Submitted By Simon Hardy Butler, November 9, 2016

I’m a big fan of long, leisurely dinners.

At many high-end restaurants, such repasts are the norm. You can’t get out before three hours are up unless you let the staff know you’re going to the theater, trying to catch a plane, seeking a spot on the line at Shake Shack and so on. Full meals shouldn’t be cut short when it comes to special occasions. Taking your time is encouraged. And lingering is a fact of life.

But is there such a thing as staying too long at the table? When is enough enough?

I recently enjoyed an extraordinary supper at luxurious New American eatery Gramercy Tavern that lasted, all told, about four hours. My wife and I sampled a tasting menu coupled with wine pairings, as well as an additional cheese course, so a lengthy feast was expected; our server even asked us at the start if we had somewhere to go afterward—presumably (and courteously) in an effort to determine the pace of the experience. As we didn’t have any other plans that evening, a quick nosh-and-run was not in order. We were there for the duration.

The question is, though, should we have been? At the end of our gorge-a-thon, we were both quite tired, and while we had a great deal of fun, we did have some minor quibbles vis-à-vis the time it took between courses—a couple of which were preceded by amuse-bouches. Those and other factors helped to extend the evening, which could have been a lot shorter.

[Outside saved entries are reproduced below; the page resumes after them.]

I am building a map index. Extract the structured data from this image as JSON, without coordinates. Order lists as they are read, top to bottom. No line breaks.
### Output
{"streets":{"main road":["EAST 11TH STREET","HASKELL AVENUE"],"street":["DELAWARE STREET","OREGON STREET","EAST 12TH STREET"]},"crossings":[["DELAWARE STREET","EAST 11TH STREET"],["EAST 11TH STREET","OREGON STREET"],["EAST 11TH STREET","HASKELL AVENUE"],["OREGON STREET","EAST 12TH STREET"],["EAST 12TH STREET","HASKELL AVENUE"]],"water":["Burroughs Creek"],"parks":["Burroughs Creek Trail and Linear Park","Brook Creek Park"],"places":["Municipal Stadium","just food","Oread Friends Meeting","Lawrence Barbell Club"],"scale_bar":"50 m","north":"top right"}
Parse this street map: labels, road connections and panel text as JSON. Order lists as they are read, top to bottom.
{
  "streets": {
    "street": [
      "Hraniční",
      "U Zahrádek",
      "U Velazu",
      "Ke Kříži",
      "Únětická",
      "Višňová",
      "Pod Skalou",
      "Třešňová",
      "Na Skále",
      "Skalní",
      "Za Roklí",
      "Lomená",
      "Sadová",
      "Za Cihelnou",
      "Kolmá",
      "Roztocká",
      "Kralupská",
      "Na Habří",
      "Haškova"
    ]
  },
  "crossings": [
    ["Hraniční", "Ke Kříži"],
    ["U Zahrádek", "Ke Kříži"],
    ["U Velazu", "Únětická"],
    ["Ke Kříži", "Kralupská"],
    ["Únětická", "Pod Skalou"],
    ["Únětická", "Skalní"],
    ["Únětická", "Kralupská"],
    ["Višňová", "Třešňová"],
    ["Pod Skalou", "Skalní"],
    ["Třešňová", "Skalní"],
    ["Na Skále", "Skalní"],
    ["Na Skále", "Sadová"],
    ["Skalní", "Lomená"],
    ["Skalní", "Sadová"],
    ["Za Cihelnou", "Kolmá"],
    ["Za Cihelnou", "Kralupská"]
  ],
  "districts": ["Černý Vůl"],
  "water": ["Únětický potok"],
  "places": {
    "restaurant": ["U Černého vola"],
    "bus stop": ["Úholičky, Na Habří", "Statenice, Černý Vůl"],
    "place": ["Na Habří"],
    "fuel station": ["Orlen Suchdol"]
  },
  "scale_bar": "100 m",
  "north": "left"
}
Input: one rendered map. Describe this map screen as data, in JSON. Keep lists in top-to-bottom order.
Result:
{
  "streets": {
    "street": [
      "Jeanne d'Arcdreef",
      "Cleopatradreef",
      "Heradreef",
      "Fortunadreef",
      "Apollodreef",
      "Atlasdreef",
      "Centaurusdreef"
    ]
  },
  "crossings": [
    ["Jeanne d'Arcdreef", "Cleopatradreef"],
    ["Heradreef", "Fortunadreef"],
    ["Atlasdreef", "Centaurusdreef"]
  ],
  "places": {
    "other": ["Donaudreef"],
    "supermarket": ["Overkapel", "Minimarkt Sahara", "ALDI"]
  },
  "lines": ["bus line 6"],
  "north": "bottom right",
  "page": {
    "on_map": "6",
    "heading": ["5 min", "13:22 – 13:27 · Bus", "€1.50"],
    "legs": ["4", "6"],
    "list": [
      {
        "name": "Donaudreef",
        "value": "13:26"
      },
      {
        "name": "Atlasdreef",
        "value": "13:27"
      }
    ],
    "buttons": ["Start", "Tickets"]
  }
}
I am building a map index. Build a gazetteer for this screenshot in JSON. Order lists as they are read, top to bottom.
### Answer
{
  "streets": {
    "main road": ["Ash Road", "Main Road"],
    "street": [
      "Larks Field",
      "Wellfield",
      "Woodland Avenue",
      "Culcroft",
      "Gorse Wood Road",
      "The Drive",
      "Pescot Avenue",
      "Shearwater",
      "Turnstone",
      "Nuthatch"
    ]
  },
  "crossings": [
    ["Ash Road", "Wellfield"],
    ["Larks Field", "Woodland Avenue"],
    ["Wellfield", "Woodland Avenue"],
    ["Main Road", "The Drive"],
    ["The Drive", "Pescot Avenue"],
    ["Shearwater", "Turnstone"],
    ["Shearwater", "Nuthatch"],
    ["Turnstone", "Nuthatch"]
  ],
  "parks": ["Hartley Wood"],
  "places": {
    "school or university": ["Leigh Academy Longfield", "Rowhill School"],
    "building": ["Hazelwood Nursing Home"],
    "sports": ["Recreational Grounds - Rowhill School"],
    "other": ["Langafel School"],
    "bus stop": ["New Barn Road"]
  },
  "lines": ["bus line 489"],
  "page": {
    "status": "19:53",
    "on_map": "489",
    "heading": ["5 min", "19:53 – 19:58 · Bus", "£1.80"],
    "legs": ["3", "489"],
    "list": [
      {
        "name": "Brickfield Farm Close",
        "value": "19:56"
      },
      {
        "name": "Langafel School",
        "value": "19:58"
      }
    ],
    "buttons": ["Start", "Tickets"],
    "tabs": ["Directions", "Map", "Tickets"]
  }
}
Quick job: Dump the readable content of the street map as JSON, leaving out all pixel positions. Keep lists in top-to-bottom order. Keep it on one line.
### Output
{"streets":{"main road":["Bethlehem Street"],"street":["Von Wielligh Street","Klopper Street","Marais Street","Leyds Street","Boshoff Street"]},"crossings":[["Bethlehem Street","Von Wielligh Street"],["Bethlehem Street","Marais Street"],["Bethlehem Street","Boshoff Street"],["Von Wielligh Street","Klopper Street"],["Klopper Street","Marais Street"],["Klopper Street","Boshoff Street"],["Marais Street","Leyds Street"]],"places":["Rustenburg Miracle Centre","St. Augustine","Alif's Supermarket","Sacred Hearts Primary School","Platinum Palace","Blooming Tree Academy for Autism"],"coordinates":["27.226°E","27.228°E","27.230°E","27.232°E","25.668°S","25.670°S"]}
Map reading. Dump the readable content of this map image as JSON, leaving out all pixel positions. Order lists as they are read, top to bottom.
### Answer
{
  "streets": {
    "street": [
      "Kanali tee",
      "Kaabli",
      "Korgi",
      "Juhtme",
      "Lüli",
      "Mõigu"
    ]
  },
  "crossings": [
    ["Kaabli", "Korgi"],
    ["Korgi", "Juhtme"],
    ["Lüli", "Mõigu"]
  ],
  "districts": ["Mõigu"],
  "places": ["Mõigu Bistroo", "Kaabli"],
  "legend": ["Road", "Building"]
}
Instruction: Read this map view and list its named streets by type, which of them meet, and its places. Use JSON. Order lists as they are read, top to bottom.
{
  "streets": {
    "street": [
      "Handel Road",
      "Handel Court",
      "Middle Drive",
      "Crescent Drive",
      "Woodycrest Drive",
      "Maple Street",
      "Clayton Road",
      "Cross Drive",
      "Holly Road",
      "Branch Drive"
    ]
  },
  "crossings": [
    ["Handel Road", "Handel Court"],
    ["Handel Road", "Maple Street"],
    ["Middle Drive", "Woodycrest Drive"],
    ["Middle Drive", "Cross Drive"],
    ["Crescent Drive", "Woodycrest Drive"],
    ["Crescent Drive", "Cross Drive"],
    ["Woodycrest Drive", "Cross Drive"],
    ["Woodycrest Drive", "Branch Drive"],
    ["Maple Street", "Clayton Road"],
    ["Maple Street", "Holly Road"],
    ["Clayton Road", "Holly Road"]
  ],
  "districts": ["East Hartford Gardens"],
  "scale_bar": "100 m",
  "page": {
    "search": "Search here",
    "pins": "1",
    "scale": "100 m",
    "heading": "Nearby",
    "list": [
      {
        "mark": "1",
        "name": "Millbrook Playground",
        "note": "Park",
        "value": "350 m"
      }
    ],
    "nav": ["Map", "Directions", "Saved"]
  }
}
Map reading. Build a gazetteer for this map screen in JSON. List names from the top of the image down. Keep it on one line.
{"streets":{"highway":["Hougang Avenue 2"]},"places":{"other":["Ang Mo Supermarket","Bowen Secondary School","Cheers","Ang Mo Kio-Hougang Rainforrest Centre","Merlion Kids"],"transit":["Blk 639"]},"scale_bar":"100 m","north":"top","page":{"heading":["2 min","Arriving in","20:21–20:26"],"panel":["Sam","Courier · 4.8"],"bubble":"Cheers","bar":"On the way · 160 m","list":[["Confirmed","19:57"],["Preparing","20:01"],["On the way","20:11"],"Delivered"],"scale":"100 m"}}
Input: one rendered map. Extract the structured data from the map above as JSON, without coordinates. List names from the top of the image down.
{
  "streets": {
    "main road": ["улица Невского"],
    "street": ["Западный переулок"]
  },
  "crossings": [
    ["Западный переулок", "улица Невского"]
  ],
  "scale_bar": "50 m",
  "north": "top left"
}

I realize cooking and preparation are necessary ingredients in all of this. I understand that restaurants of Gramercy Tavern’s caliber are attuned to the desires of their customers and take great care to accommodate their needs. Yet a more concerted attention to the rate of diners’ consumption, along with an eye toward expeditiousness, would be welcome in the arena. Observing how long customers take to devour their selections and gauging their readiness for the next ones is critical, and further scrutiny of such behavior is a good idea. If someone is done munching on his or her salad, wouldn’t it make sense to bring the steak right afterward … without too much hesitation?

Bear in mind I’m not trying to single out Gramercy Tavern as some kind of epicurean dillydallier. This is a pervasive issue that affects restaurants as a whole, and I think it gets short shrift—even though it forms a sizable part of the dining-experience package. Plus, it’s not just a phenomenon that occurs at fancy establishments; as the saying goes, everything is relative, and duration may be proportional at casual places, too. If you’re waiting 30 minutes for your Buffalo wings at Irving’s Burger Shed, doesn’t this problem come into play as well? Time should be interactive, not one-note. It should excite, not frustrate, when one is eating out.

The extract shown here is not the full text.